(Saved entries)
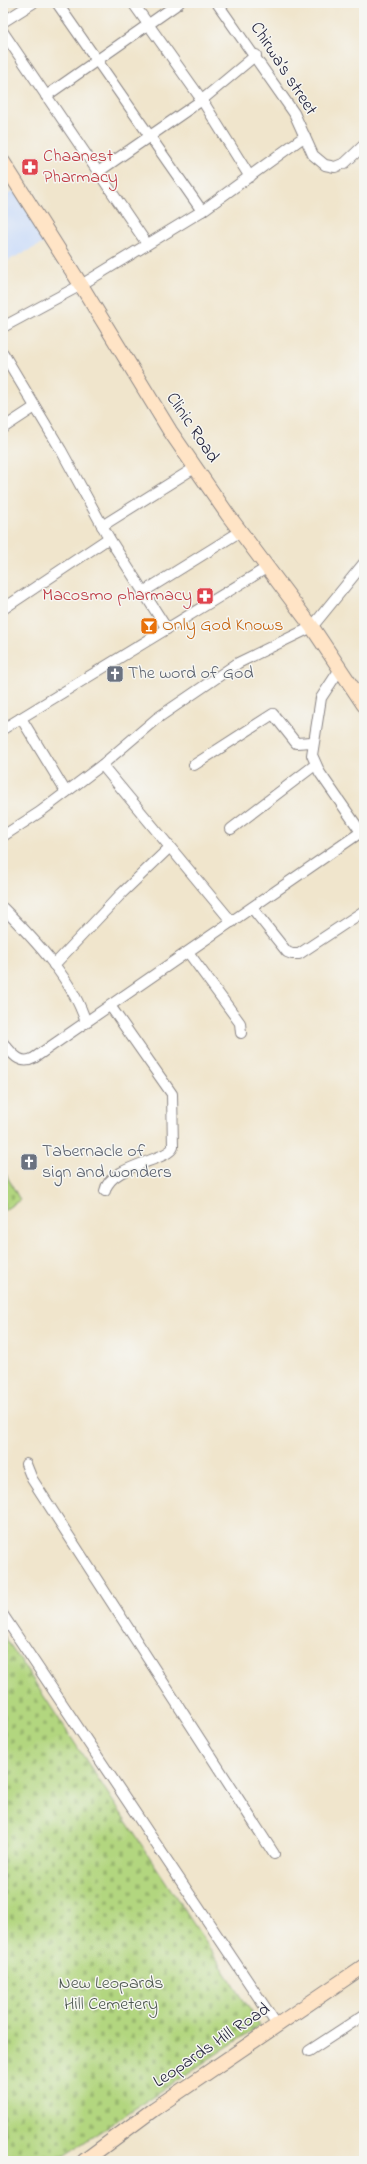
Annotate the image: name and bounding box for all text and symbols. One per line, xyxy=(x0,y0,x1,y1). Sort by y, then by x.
street label: Chirwa’s street xyxy=(243,17,323,121)
place label: Chaanest Pharmacy xyxy=(43,144,118,191)
pharmacy icon: Chaanest Pharmacy xyxy=(20,157,40,177)
street label: Clinic Road xyxy=(159,388,225,468)
place label: Macosmo pharmacy xyxy=(42,583,192,609)
pharmacy icon: Macosmo pharmacy xyxy=(195,586,215,606)
place label: Only God Knows xyxy=(162,613,283,639)
bar icon: Only God Knows xyxy=(139,616,159,636)
place label: The word of God xyxy=(128,661,254,687)
church icon: The word of God xyxy=(105,664,125,684)
place label: Tabernacle of sign and wonders xyxy=(42,1139,172,1187)
church icon: Tabernacle of sign and wonders xyxy=(19,1152,39,1172)
park label: New Leopards Hill Cemetery xyxy=(59,1971,163,2018)
street label: Leopards Hill Road xyxy=(148,1997,276,2095)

== About this task ==
Your task is to retype all the entries exactly and leave out any pictures.

== Expected answer ==
Annotate the image: name and bounding box for all text and symbols. One per line, xyxy=(x0,y0,x1,y1). Sort by y, then by x.
street label: Chirwa’s street xyxy=(243,17,323,121)
place label: Chaanest Pharmacy xyxy=(43,144,118,191)
pharmacy icon: Chaanest Pharmacy xyxy=(20,157,40,177)
street label: Clinic Road xyxy=(159,388,225,468)
place label: Macosmo pharmacy xyxy=(42,583,192,609)
pharmacy icon: Macosmo pharmacy xyxy=(195,586,215,606)
place label: Only God Knows xyxy=(162,613,283,639)
bar icon: Only God Knows xyxy=(139,616,159,636)
place label: The word of God xyxy=(128,661,254,687)
church icon: The word of God xyxy=(105,664,125,684)
place label: Tabernacle of sign and wonders xyxy=(42,1139,172,1187)
church icon: Tabernacle of sign and wonders xyxy=(19,1152,39,1172)
park label: New Leopards Hill Cemetery xyxy=(59,1971,163,2018)
street label: Leopards Hill Road xyxy=(148,1997,276,2095)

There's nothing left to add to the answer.